● REQUIRED WORK
Could you set down the lines below, from the one containing "<h2>Nearby<small></small></h2>" through the final line, exactly as written?

══════════════════════════════

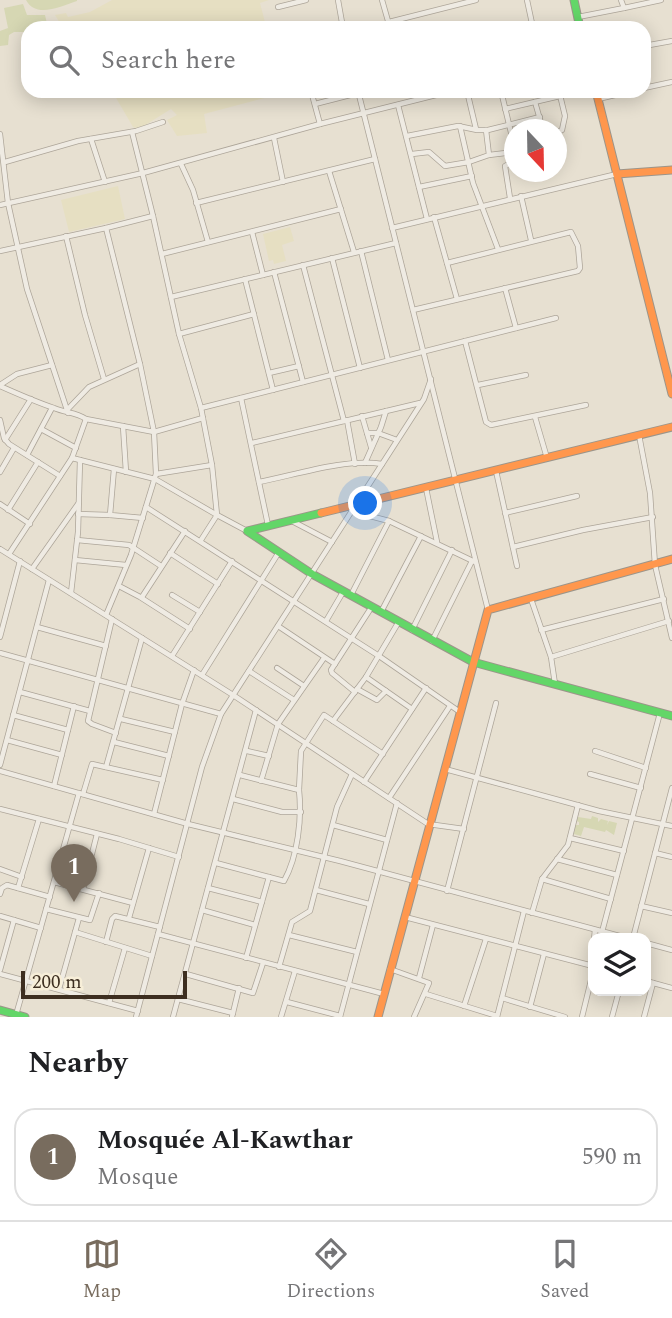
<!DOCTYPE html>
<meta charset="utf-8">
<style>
body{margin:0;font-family:Spectral,serif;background:#f6f6f6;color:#202124}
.controls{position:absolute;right:21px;bottom:21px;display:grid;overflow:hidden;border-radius:14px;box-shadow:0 4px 18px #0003}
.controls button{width:63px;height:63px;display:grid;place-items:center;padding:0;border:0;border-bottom:2px solid #e0e0e0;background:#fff;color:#202124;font:35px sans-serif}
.compass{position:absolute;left:504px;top:119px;width:63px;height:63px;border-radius:50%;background:#fff;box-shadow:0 4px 18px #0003;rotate:158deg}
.scale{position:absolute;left:21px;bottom:18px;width:166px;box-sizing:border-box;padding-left:7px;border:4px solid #3d2e20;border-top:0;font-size:19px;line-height:24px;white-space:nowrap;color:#3d2e20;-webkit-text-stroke:5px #f7eed8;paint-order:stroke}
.you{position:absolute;left:366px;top:504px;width:24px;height:24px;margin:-18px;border:5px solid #fff;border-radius:50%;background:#1a73e8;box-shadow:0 0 0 10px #1a73e833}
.badge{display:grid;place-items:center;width:46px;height:46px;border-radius:50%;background:#786c5e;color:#fff;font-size:23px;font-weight:700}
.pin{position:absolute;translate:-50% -58px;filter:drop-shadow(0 2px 4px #0008)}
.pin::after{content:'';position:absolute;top:37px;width:24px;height:21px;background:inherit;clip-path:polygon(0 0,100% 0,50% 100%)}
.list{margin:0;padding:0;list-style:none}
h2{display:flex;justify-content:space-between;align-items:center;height:91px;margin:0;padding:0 28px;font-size:30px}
h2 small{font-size:23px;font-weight:400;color:#757577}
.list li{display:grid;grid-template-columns:46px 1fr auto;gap:21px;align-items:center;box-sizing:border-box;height:98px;margin:0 14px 14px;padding:0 14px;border:2px solid #e0e0e0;border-radius:21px}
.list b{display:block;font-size:26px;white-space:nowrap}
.list p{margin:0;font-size:23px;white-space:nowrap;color:#757577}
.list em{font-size:23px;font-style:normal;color:#757577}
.icon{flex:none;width:38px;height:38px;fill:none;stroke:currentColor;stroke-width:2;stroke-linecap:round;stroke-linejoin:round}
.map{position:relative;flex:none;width:672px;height:1017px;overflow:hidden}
.search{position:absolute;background:#fff;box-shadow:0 4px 18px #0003;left:21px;right:21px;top:21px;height:77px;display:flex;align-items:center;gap:18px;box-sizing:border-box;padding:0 24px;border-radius:21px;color:#757577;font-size:26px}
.sheet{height:203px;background:#fff}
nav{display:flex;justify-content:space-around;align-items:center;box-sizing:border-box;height:98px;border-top:2px solid #e0e0e0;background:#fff;font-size:19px;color:#757577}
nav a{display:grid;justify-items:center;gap:4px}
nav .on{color:#786c5e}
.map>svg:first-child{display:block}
.farmland{fill:#e6dfc2}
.green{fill:#d6d7b3}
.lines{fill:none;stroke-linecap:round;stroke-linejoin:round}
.street-casing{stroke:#ada599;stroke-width:6}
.fast-casing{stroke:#9c958a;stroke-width:9}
.slow-casing{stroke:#9c958a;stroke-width:9}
.street{stroke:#efebe3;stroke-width:4.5}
.fast{stroke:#63d668;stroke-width:7}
.slow{stroke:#ff974d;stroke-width:7}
</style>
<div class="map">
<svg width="672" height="1017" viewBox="0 0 672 1017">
<rect width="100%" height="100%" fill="#e7e0d1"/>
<!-- farmland -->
<g class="farmland">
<path d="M112 0H269L260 3 266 26 276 25 277 28H63L55 15 66 13 68 17 90 12Z"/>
<path d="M112 91H291L204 114 207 133 177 136 167 120 177 115 171 109 139 129 133 127Z"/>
<path d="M118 186 125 219 69 232 61 200Z"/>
<path d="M290 227 294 241 282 245 286 261 274 264 273 260 269 261 263 234Z"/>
</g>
<!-- green -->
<g class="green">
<path d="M26 0H77V1C61 6 36 19 26 0Z"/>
<path d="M23 4 27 15H45L48 28H28V32H14L9 35 8 45 0 46V31L8 28 4 8Z"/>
<path d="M592 816 598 818V822L601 819 608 821 607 825 609 821 617 823 614 835 606 830 605 832 584 827 581 836 574 834 575 825H579V822L576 821 578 817 591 819Z"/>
</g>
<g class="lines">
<!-- street casing -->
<g class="street-casing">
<g id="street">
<path d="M338 0 343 28"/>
<path d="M382 0 390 28"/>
<path d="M527 0 533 28"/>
<path d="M621 0 624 8 661 0"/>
<path d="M278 7 306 0"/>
<path d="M578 17 624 8"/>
<path d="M389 22 476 0"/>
<path d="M644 46 672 41"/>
<path d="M644 88 672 82"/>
<path d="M311 91 320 124"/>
<path d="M358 91 488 610"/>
<path d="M467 91 476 129"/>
<path d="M501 91 514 145"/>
<path d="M598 99 632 91"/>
<path d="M535 102 543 130"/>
<path d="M315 104 358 93"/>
<path d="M398 105 427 219"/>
<path d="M505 109 560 96"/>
<path d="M460 126 473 183 498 249"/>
<path d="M132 132 153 216 179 334 201 408 556 318"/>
<path d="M556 133 562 130 565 116 559 91"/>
<path d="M0 134 8 203 27 289 68 413"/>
<path d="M407 136 458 126 477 130H488L540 117"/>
<path d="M274 138 283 182"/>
<path d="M91 139 105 182"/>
<path d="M556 152 562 151"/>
<path d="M412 154 429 152 445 166 469 162 489 155 486 130"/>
<path d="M489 155 514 152"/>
<path d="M5 162 78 141 136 131 163 122"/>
<path d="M181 164 193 190 208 242"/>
<path d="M329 171 354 252"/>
<path d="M419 187 472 176"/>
<path d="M521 196 531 240"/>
<path d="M510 198 505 166 514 161"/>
<path d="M196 203 375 159"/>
<path d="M0 205 143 173 320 124 452 91"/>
<path d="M434 217 457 299"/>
<path d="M392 228 617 174"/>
<path d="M252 232 263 275"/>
<path d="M66 236 85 315 104 379"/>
<path d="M0 251 106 228"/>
<path d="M361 251 388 360"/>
<path d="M162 254 341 209"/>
<path d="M332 258 360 368"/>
<path d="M303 265 344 421"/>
<path d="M274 272 303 382"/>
<path d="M245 279 273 390"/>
<path d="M505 288 516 328"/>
<path d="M171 297 396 243"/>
<path d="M413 310 578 271 580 268 578 246 571 232 447 263"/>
<path d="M179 334 254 314"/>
<path d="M465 341 486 422 491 425 586 405"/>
<path d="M269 373 299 366"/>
<path d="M0 385 17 374 52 365"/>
<path d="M478 385 526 375"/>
<path d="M0 386C18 394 36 402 54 408 66 413 76 412 86 419L154 432 203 418"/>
<path d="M241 398 268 525"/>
<path d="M201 408 212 465 217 515 247 531"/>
<path d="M67 410 89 387 140 364"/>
<path d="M362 416 371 447"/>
<path d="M535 417 547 458"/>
<path d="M0 420 4 438 9 444 60 476"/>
<path d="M347 420 355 464"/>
<path d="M123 426 126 472"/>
<path d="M41 429 76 448"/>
<path d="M367 433H378L397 440"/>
<path d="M639 435 650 493 655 565 672 638"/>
<path d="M5 440 31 399"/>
<path d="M252 443 420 403"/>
<path d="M27 455 52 408"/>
<path d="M72 458 155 479 217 515 201 540"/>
<path d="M365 463 381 427 386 411"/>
<path d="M114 469 110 515 143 518"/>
<path d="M496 471 517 566"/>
<path d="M0 472 14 448"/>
<path d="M156 474 212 465"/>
<path d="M259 482C295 475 346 458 382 464"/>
<path d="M426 488 437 542"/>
<path d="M0 504 30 524"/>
<path d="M146 507 379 656 460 712"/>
<path d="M8 510 38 462"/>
<path d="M351 511 389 521 475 562"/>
<path d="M505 513 577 496"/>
<path d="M78 514 110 515"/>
<path d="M290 520 332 542"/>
<path d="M77 540 129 545 161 566"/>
<path d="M513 547 583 530 653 517"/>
<path d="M0 549 233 695 428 824 464 829"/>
<path d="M170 553 218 584"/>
<path d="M9 554 72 458 86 419"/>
<path d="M75 560 126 565"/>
<path d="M32 569 78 504"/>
<path d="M119 586 140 597 190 629"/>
<path d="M71 593 78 532 80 460"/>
<path d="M172 595 200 612"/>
<path d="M351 595 389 521"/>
<path d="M142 597 185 531"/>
<path d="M531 599 551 657"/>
<path d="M381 612 421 536"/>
<path d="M106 615 131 555 156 474 154 432 140 364 106 228 153 216"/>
<path d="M112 619 88 721 92 724 116 733"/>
<path d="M326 621 343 592"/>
<path d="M278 626 335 664"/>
<path d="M37 627 106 646"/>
<path d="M412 630 452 550"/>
<path d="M541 630 664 599"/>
<path d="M0 637 20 561"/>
<path d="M432 641 472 561"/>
<path d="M0 653 221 714"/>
<path d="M172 656 232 561"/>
<path d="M277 668 304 686"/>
<path d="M249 671 294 700"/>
<path d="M202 675 279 552"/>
<path d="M366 677 412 709"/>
<path d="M555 684 551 657 669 621"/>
<path d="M357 689 377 700 386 691"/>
<path d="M20 692 90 711"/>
<path d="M355 692 332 673 331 670 371 608"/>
<path d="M13 715 68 730"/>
<path d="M121 719 175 732"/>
<path d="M333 721 366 677 398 623"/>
<path d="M7 740 62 755"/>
<path d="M114 742 169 756"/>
<path d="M247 751 269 756"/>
<path d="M595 751 646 768"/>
<path d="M0 765 49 580"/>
<path d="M106 767 142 638"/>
<path d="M445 769 599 811 672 826"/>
<path d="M0 771 188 824 340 861 627 938"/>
<path d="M590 774 641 788"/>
<path d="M261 781 278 724 324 658"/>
<path d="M364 782 426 688"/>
<path d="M54 786 74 706"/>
<path d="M299 790 301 751 324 715 383 754"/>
<path d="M83 794 92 764 163 780"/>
<path d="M389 798 450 706"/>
<path d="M233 799 282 812H301"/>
<path d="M0 809 119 839 179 857"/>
<path d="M154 814 182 704 194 670"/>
<path d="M333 825 387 840"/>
<path d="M570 838 624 851"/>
<path d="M655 853 672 857"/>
<path d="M557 859 617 875"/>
<path d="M216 863 284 881C298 856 302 818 299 790L240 775"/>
<path d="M0 869 22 877"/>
<path d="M542 879 611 899"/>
<path d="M54 882 133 903"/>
<path d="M18 888 39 819"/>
<path d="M208 888 262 902"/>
<path d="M83 889 97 834"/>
<path d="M316 890 369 904"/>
<path d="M447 891 496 703"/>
<path d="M0 894 2 888 7 885 50 897"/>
<path d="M641 906 672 913"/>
<path d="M46 909 90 920 99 893"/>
<path d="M202 910 255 925"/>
<path d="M532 913 542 879 568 845 578 805"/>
<path d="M0 916 41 928"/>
<path d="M405 917 593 966"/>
<path d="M129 918 149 848"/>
<path d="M75 932 152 956"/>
<path d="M602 932 660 713"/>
<path d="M158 934 384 994"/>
<path d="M289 935 357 952"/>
<path d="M633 938 672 788"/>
<path d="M106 942 112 919 115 916 160 927"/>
<path d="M646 943 672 950"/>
<path d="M246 958 269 877"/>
<path d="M591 966 595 930"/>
<path d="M279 967 292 922 310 911 337 807 352 774"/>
<path d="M390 969 429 983 414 1017"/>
<path d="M0 970 14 920"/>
<path d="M0 974 138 1011"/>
<path d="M186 974 253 993 263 963"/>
<path d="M419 978 433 925"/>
<path d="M646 981 672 988"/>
<path d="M59 989 79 918"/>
<path d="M426 994 497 1016"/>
<path d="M502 998 565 1017"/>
<path d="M178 999 233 1013"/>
<path d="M287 1002 340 1016"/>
<path d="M109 1003 125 948"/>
<path d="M464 1006 486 939"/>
<path d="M530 1007 544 954"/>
<path d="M16 1015 79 793"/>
<path d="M136 1017 202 767 221 714 424 399 431 379"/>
<path d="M173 1017 256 710"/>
<path d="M232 1017 239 988"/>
<path d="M281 1017 295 971"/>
<path d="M340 1017 397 803"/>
<path d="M497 1017 524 911"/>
<path d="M582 1017 593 972"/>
<path d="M612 1017 619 991"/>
<path d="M644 1017 653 983"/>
</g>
</g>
<!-- fast casing -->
<g class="fast-casing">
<g id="fast">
<path d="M574 0 580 28"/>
<path d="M321 513 247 531 312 574 473 662 672 716"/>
<path d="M0 1010 25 1017"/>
</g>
</g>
<!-- slow casing -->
<g class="slow-casing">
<g id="slow">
<path d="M596 91 672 394"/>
<path d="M617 174 672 170"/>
<path d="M321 513 672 427"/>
<path d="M378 1017 488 610 672 559"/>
</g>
</g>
<!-- street -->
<use href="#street" class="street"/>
<!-- fast -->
<use href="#fast" class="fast"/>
<!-- slow -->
<use href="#slow" class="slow"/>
</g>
</svg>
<div class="controls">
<button><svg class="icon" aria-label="layers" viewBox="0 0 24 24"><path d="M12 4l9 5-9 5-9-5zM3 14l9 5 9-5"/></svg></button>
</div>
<svg class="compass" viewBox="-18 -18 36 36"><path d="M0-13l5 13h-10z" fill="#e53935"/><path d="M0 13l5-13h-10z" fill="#757577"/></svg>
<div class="scale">200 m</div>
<div class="you"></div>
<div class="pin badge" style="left:74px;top:902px">1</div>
<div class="search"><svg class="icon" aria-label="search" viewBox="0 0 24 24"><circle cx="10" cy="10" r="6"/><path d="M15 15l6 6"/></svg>Search here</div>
</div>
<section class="sheet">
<h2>Nearby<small></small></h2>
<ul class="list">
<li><span class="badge">1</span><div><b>Mosquée Al-Kawthar</b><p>Mosque</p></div><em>590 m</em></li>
</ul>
</section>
<nav>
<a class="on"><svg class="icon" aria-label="map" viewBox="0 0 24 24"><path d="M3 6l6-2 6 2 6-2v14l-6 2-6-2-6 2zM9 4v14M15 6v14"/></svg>Map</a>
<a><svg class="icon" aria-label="directions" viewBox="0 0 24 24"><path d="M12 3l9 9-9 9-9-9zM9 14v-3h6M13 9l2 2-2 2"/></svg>Directions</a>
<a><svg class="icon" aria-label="saved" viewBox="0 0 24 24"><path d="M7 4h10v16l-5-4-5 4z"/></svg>Saved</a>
</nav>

══════════════════════════════

● YOUR RESPONSE
<h2>Nearby<small></small></h2>
<ul class="list">
<li><span class="badge">1</span><div><b>Mosquée Al-Kawthar</b><p>Mosque</p></div><em>590 m</em></li>
</ul>
</section>
<nav>
<a class="on"><svg class="icon" aria-label="map" viewBox="0 0 24 24"><path d="M3 6l6-2 6 2 6-2v14l-6 2-6-2-6 2zM9 4v14M15 6v14"/></svg>Map</a>
<a><svg class="icon" aria-label="directions" viewBox="0 0 24 24"><path d="M12 3l9 9-9 9-9-9zM9 14v-3h6M13 9l2 2-2 2"/></svg>Directions</a>
<a><svg class="icon" aria-label="saved" viewBox="0 0 24 24"><path d="M7 4h10v16l-5-4-5 4z"/></svg>Saved</a>
</nav>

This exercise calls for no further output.